In this section, we'll quickly run through a typical Scikit-Learn workflow:

* Load some data (in this case, we'll generate it)
* Import the Scikit-Learn module for our chosen ML algorithm
* Create an estimator for that algorithm and fit it with our data
* Inspect the learned attributes
* Check the accuracy of our model


### Generate some random data

In [None]:
from sklearn.datasets import make_classification

# Generate data
X, y = make_classification(n_samples=10000, n_features=4, random_state=0)

In [None]:
# Let's take a look at X
X[:8]

In [None]:
# Let's take a look at y
y[:8]

### Fitting a SVC

For this example, we will fit a [Support Vector Classifier](https://scikit-learn.org/stable/modules/generated/sklearn.svm.SVC.html).

In [None]:
from sklearn.svm import SVC

estimator = SVC(random_state=0)
estimator.fit(X, y)

We can inspect the learned features by taking a look a the `support_vectors_`:

In [None]:
estimator.support_vectors_[:4]

And we check the accuracy:

In [None]:
estimator.score(X, y)

### Hyperparameter Optimization

There are a few ways to learn the best *hyper*parameters while training. One is `GridSearchCV`.
As the name implies, this does a brute-force search over a grid of hyperparameter combinations. Scikit-learn provides tools to automatically find the best parameter combinations via cross-validation (which is the "CV" in `GridSearchCV`).

In [None]:
from sklearn.model_selection import GridSearchCV

In [None]:
%%time
estimator = SVC(gamma='auto', random_state=0, probability=True)
param_grid = {
    'C': [0.001, 10.0],
    'kernel': ['rbf', 'poly'],
}

# Brute-force search over a grid of hyperparameter combinations
grid_search = GridSearchCV(estimator, param_grid, verbose=2, cv=2)
grid_search.fit(X, y)

In [None]:
grid_search.best_params_, grid_search.best_score_

## Compute Bound: Single-machine parallelism with Joblib
With Joblib, we can say that Scikit-Learn has *single-machine* parallelism.

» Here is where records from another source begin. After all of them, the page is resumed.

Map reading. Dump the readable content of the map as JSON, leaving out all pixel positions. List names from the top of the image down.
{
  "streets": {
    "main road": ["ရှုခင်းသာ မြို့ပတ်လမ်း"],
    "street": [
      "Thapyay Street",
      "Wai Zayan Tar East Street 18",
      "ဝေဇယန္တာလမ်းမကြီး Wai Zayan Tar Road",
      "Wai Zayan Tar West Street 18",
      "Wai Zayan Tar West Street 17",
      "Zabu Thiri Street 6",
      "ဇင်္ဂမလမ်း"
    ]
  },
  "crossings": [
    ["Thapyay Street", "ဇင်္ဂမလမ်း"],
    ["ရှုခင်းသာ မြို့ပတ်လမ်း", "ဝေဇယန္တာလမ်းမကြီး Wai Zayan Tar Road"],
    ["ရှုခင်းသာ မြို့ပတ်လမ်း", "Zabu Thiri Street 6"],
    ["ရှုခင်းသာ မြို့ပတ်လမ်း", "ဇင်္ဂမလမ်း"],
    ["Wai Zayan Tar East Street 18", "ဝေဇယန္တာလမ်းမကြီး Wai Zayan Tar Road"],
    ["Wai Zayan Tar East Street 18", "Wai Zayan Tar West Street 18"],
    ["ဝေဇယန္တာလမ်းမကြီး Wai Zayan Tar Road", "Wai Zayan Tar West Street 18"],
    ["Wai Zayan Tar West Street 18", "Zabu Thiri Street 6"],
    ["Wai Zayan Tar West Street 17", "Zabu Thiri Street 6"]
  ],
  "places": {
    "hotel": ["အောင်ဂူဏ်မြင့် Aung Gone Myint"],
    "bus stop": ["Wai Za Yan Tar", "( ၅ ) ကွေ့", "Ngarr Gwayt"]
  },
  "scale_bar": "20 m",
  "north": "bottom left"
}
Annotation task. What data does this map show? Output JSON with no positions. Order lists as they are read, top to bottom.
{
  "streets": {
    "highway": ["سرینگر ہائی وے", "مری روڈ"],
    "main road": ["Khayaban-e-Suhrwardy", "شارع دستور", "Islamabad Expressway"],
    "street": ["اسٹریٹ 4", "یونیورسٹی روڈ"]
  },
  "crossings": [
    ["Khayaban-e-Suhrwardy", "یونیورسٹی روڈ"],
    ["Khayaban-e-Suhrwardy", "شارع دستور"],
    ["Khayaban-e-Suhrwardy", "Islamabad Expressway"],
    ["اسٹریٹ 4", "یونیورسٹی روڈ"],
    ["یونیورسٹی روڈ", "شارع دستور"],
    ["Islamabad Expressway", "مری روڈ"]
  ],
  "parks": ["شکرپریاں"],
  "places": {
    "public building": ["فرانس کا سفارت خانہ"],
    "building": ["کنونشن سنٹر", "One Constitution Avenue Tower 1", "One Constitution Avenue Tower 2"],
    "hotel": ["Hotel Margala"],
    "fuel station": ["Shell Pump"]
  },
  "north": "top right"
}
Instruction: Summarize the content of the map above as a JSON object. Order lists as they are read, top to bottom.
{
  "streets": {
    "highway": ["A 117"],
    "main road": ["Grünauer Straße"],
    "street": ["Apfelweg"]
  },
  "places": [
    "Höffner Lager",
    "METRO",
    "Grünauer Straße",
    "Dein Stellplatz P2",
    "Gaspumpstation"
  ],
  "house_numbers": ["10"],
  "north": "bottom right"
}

**Any Scikit-Learn estimator that can operate in parallel exposes an `n_jobs` keyword**, which tells you how many tasks to run in parallel. Specifying `n_jobs=-1` jobs means running the maximum possible number of tasks in parallel.

In [None]:
%%time
grid_search = GridSearchCV(estimator, param_grid, verbose=2, cv=2, n_jobs=-1)
grid_search.fit(X, y)

Notice that the computation above it is faster than before. 

## Compute Bound: Multi-machine parallelism with Dask

In this section we'll see how Dask (plus Joblib and Scikit-Learn) gives us multi-machine parallelism. Here's what our grid search graph would look like if we allowed Dask to schedule our training "jobs" over multiple machines in our cluster:

Dask can talk to Scikit-Learn (via Joblib) so that our *Dask cluster* is used to train a model. 



In [None]:
from dask.distributed import Client

# create local Dask cluster with 8 workers (cores)
client = Client(n_workers=8)
client

**Note:** Click on Cluster Info, to see more details about the cluster. You can see the configuration of the cluster and some other specs. 

We can expand our problem by specifying more hyperparameters before training, and see how using `dask` as backend can help us. 

In [None]:
param_grid = {
    'C': [0.001, 0.1, 1.0, 2.5, 5, 10.0],
    'kernel': ['rbf', 'poly', 'linear'],
    'shrinking': [True, False],
}

grid_search = GridSearchCV(estimator, param_grid, verbose=2, cv=2, n_jobs=-1)

### Dask parallel backend

We can fit our estimator with multi-machine parallelism by quickly *switching to a Dask parallel backend* when using joblib. 

In [None]:
import joblib

In [None]:
%%time
with joblib.parallel_backend("dask", scatter=[X, y]):
    grid_search.fit(X, y)

**What just happened?**

Dask-ML developers worked with the Scikit-Learn and Joblib developers to implement a Dask parallel backend. So internally, scikit-learn now talks to Joblib, and Joblib talks to Dask, and Dask is what handles scheduling all of those tasks on multiple machines.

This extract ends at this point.